Lastly, so many of the shops, bars and restaurants in Camden have steps up to get into them. Not only that but some places have had their access made worse during recent re-furbishments. One bar on the High Street has had it’s disabled toilet turned into a cupboard, and a restaurant near my flat has had it’s level entrance replaced with steps. Has the council pointed out that this not only breaks the Disability Discrimination Act but also building regulations? Have these venues had their licenses revoked for barring disabled people? Of course not. This week I visited a cafe/bar that used to have a fantastic wooden ramp outside that was so good I used as an example of good practice to other businesses in the area, only to find the ramp had gone. When my wife asked the staff in the shop, she was told they had removed it after the council had told them they couldn’t leave it on the pavement, as it blocked foot traffic. To put it back the shop needed to apply for planning permission, even though it was a temporary ramp that was laid out when they opened and removed at closing time. If that is the case, why have so many places in the area got folding signs, with menus and “2 for 1” drinks offers advertised on them, outside on the pavement? They cause people to have to avoid them just as a ramp would. But then most places in Camden don’t even have a portable ramp that can be put out when needed, which is now required by law. Time and time again I get the “Huh?” response when I ask how I get into a shop or cafe.
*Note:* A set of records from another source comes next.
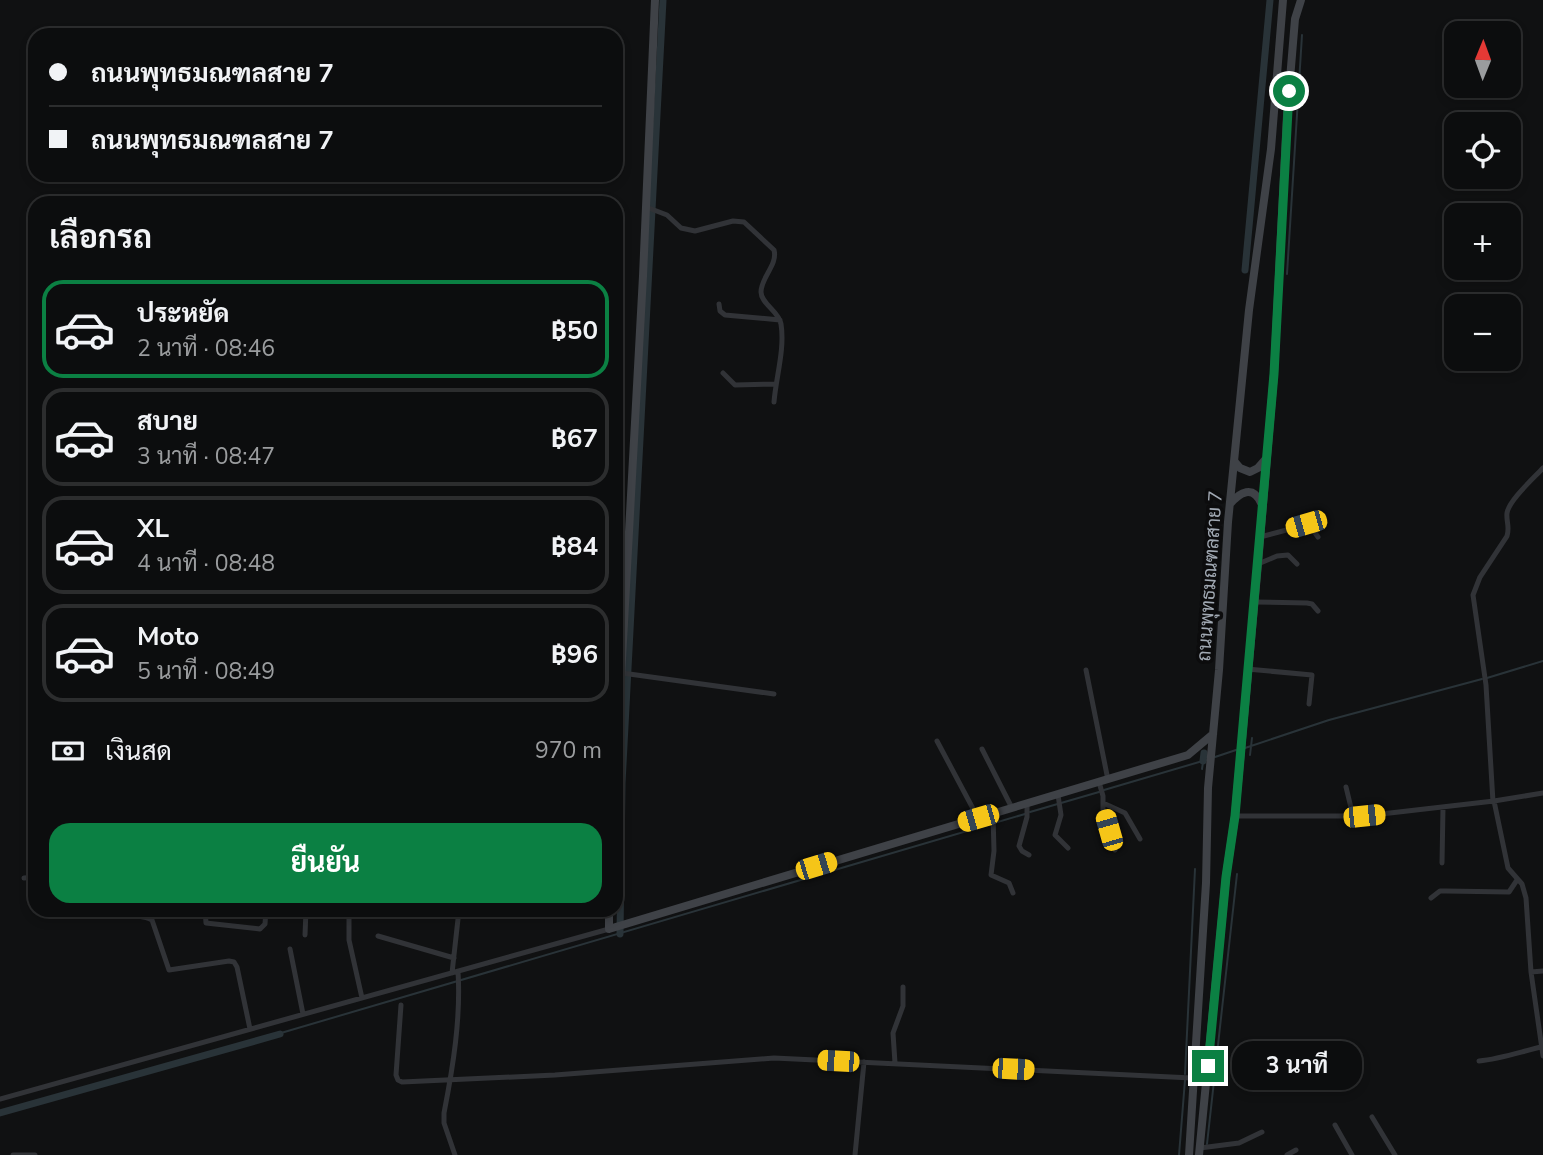 <!DOCTYPE html>
<html lang="th">
<head>
<meta charset="utf-8">
<style>
	body { margin:0; font-family:"Nunito Sans",Sarabun,sans-serif; background:#151617; color:#f1f3f6; height:100vh; display:flex; flex-direction:column; font-size:26px; white-space:nowrap }
	* { box-sizing:border-box; margin:0 }
	p { font-size:23px; color:#9a9c9e }
	.icon { flex:none; width:38px; height:38px; fill:none; stroke:currentColor; stroke-width:2; stroke-linecap:round; stroke-linejoin:round }
	.map { position:relative; flex:1; overflow:hidden }
	.side { position:absolute; left:28px; top:196px; width:595px; height:721px; display:flex; flex-direction:column; background:#0c0d0e; border-radius:21px; box-shadow:0 4px 10px #0003,0 0 0 2px #2c2d2e }
	.side>* { flex:none }
	.top-card { position:absolute; left:28px; top:28px; width:595px; height:154px; border-radius:21px; box-shadow:0 4px 10px #0003,0 0 0 2px #2c2d2e; display:grid; align-content:center; height:154px; padding:0 21px; background:#0c0d0e }
	.needle { width:46px; rotate:1deg }
	.controls { position:absolute; left:1444px; top:21px; display:grid; gap:14px }
	.controls a { display:grid; place-items:center; width:77px; height:77px; border-radius:14px; background:#0c0d0e; box-shadow:0 4px 10px #0003,0 0 0 2px #2c2d2e; font-size:35px }
	.end { position:absolute; width:32px; height:32px; margin:-16px; border:9px solid #0b8043; background:#fff; box-shadow:0 0 0 4px #fff }
	.from { border-radius:50% }
	.bubble { position:absolute; height:49px; border-radius:21px; background:#0c0d0e; box-shadow:0 4px 10px #0003,0 0 0 2px #2c2d2e; font-size:23px; font-weight:700; line-height:49px; text-align:center }
	.car { position:absolute; width:21px; height:42px; margin:-21px -10px; border-radius:9px; box-shadow:0 0 5px 2px #0007; background:linear-gradient(#f5c518 24%,#345 0 40%,#f5c518 0 76%,#345 0 86%,#f5c518 0) }
	.top-card b { display:flex; align-items:center; gap:24px; height:66px; font-size:26px }
	.top-card b+b { border-top:2px solid #2c2d2e }
	.top-card i { width:18px; height:18px; background:#f1f3f6 }
	ul { padding:0; list-style:none }
	li { display:flex; align-items:center; gap:21px; height:98px; margin:0 14px 10px; padding:0 7px; border:4px solid #2c2d2e; border-radius:21px }
	li div { flex:1 }
	li b { display:block; font-size:26px }
	li em { font-style:normal; font-weight:700 }
	li.active { border-color:#0b8043 }
	li>.icon { width:63px; height:63px; stroke-width:1.5 }
	h2 { padding:0 21px; font-size:32px; line-height:84px }
	.pay { display:flex; align-items:center; gap:18px; height:77px; padding:0 21px; font-size:26px }
	.pay p { margin-inline-start:auto }
	.button { display:flex; gap:14px; margin-top:auto; padding:14px 21px }
	.button a { flex:1; height:80px; border-radius:21px; background:#0b8043; color:#fff; font-size:28px; font-weight:700; line-height:80px; text-align:center }
	.map>svg:first-child { display:block }
	.lines { fill:none; stroke-linecap:round; stroke-linejoin:round }
	.stream { stroke:#293338; stroke-width:2 }
	.canal { stroke:#293338; stroke-width:7 }
	.street { stroke:#313337; stroke-width:5 }
	.secondary { stroke:#3f4247; stroke-width:8 }
	.route { stroke:#0b8043; stroke-width:9 }
	.labels { text-anchor:middle; dominant-baseline:central; stroke-width:7; stroke-linejoin:round; paint-order:stroke }
	.street-label { font-size:19px; fill:#a1a9b3; stroke:#0c0c0d }
</style>
</head>
<body>
<div class="map">
<svg width="1543" height="1155" viewBox="0 0 1543 1155">
	<rect width="100%" height="100%" fill="#101112"/>
	<g class="lines">
		<path class="stream" d="M1287,274L1302,35
			M1487,678L1543,661
			M1245,748L1329,720L1482,679
			M1250,755L1252,738
			M1215,757L1236,750
			M1202,769L1203,762
			M1104,790L1206,760
			M1030,812L1099,792
			M264,1038L1025,814
			M1185,1074L1195,869
			M1207,1144L1237,874
			M1179,1155L1185,1080"/>
		<path class="canal" d="M1245,270L1270,0
			M1203,761L1204,753
			M620,934L622,783L663,0
			M0,1113L280,1034"/>
		<path class="street" d="M646,207L667,215L681,228L695,231L733,221L744,222L774,250C778,265 761,277 761,292C761,304 779,311 781,324C785,349 776,377 774,402
			M719,304L720,311L725,315L780,320
			M723,373L735,385L775,384
			M1260,537L1309,524L1318,537
			M1258,564L1277,556L1288,555L1297,564
			M1254,602L1307,603L1312,604L1318,611
			M1247,669L1312,675L1309,704
			M1086,670L1108,780
			M622,673L774,694
			M937,741L978,818
			M982,749L1012,808
			M1099,782L1103,796V810L1115,850
			M1346,787L1353,816
			M1058,795L1061,815L1055,835L1068,848
			M1494,801L1508,868L1522,884L1526,898L1531,972L1543,1056
			M1493,802L1486,685L1473,595L1480,577L1507,536C1510,527 1506,521 1507,513C1509,500 1534,478 1543,468
			M1103,803L1125,813L1140,839
			M1027,805V817L1019,846L1022,851L1029,855
			M993,814L994,851L991,875L1009,883L1013,893
			M1235,816H1364L1494,801L1543,793
			M1442,863L1443,808
			M24,878L35,877
			M1431,898L1440,891H1446L1509,892L1517,880
			M120,910C130,918 142,914 152,920L169,970L229,961L234,962L237,967L250,1029
			M205,910L206,923L260,929L265,924L266,910
			M349,910V940L362,998
			M305,935L306,910
			M378,936L454,958
			M290,949L303,1014
			M1531,972L1543,971
			M452,973L459,910
			M401,1005L396,1075L398,1080L402,1082L555,1075L774,1058L1192,1078
			M1479,1061C1500,1059 1520,1052 1541,1047
			M895,1063L893,1033L903,1006V987
			M0,1099L609,929
			M1372,1117L1395,1155
			M1335,1125L1352,1155
			M1200,1148L1239,1143L1262,1132
			M13,1155H35
			M455,1155L444,1123V1113C453,1067 461,1018 458,971
			M855,1155L864,1062
			M1287,1155L1296,1150"/>
		<path class="secondary" d="M1235,462L1240,468L1250,472L1258,468L1265,460
			M1230,504C1240,492 1253,485 1261,503
			M616,769L643,276L655,0
			M609,910V929L1188,755L1213,734
			M1189,1155L1206,883L1208,788L1219,670L1228,522L1249,310L1271,149L1283,0
			M1199,1155L1226,877L1235,816L1258,564L1274,374L1287,115L1295,19L1301,0"/>
	</g>
	<g class="lines">
		<path class="route" d="M1208,1066L1226,877L1235,816L1274,374L1289,91"/>
	</g>
	<g class="labels">
		<g class="street-label">
			<text transform="translate(1210 576) rotate(-86)">ถนนพุทธมณฑลสาย 7</text>
		</g>
	</g>
</svg>
<div class="controls">
<a><svg class="needle" viewBox="-14 -14 28 28"><path d="M0-13l5 13h-10z" fill="#e53935"/><path d="M0 13l5-13h-10z" fill="#9a9c9e"/></svg></a>
<a><svg class="icon" aria-label="locate" viewBox="0 0 24 24"><circle cx="12" cy="12" r="6"/><path d="M12 2v4M12 18v4M2 12h4M18 12h4"/></svg></a>
<a>+</a>
<a>−</a>
</div>
<i class="end from" style="left:1289px;top:91px"></i>
<i class="end" style="left:1208px;top:1066px"></i>
<div class="bubble" style="left:1232px;top:1041px;width:130px">3 นาที</div>
<i class="car" style="left:1306px;top:524px;rotate:254deg"></i>
<i class="car" style="left:1364px;top:816px;rotate:84deg"></i>
<i class="car" style="left:978px;top:818px;rotate:254deg"></i>
<i class="car" style="left:1109px;top:830px;rotate:344deg"></i>
<i class="car" style="left:816px;top:866px;rotate:73deg"></i>
<i class="car" style="left:838px;top:1061px;rotate:273deg"></i>
<i class="car" style="left:1013px;top:1069px;rotate:93deg"></i>
<div class="top-card">
<b><i class="from"></i>ถนนพุทธมณฑลสาย 7</b>
<b><i></i>ถนนพุทธมณฑลสาย 7</b>
</div>
<section class="side">
<h2>เลือกรถ</h2>
<ul>
<li class="active"><svg class="icon" aria-label="car" viewBox="0 0 24 24"><path d="M5 17H2v-5l4-1 3-4h7l3 4 3 1v5h-3M9 17h6M6 11h13"/><circle cx="7" cy="17" r="2"/><circle cx="17" cy="17" r="2"/></svg><div><b>ประหยัด</b><p>2 นาที · 08:46</p></div><em>฿50</em></li>
<li><svg class="icon" aria-label="car" viewBox="0 0 24 24"><path d="M5 17H2v-5l4-1 3-4h7l3 4 3 1v5h-3M9 17h6M6 11h13"/><circle cx="7" cy="17" r="2"/><circle cx="17" cy="17" r="2"/></svg><div><b>สบาย</b><p>3 นาที · 08:47</p></div><em>฿67</em></li>
<li><svg class="icon" aria-label="car" viewBox="0 0 24 24"><path d="M5 17H2v-5l4-1 3-4h7l3 4 3 1v5h-3M9 17h6M6 11h13"/><circle cx="7" cy="17" r="2"/><circle cx="17" cy="17" r="2"/></svg><div><b>XL</b><p>4 นาที · 08:48</p></div><em>฿84</em></li>
<li><svg class="icon" aria-label="car" viewBox="0 0 24 24"><path d="M5 17H2v-5l4-1 3-4h7l3 4 3 1v5h-3M9 17h6M6 11h13"/><circle cx="7" cy="17" r="2"/><circle cx="17" cy="17" r="2"/></svg><div><b>Moto</b><p>5 นาที · 08:49</p></div><em>฿96</em></li>
</ul>
<div class="pay"><svg class="icon" aria-label="cash" viewBox="0 0 24 24"><path d="M3 7h18v10H3z"/><circle cx="12" cy="12" r="2"/></svg>เงินสด<p>970 m</p></div>
<div class="button"><a>ยืนยัน</a></div>
</section>
</div>
</body>
</html>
I thought that council’s all understood the social model of disability, and how it is our environment creates our disabilities. So why is it that Camden council seems hell bent on making Camden less inclusive? Let’s face it, in less than two years time there is going to be a massive influx of disabled people into London, thanks to the 2012 Paralympics. Does the council want them to visit Camden and feel excluded due to the terrible access? Do they want disabled people from Third World countries to come here and think “Hey it’s a bit like the pavements back home”? Whatever the council think, it’s time that we disabled people say no more. So come on everyone, let’s stand up to this injustice and tell them we’re not going to take it sitting down any more! (wheelchair joke to end on!).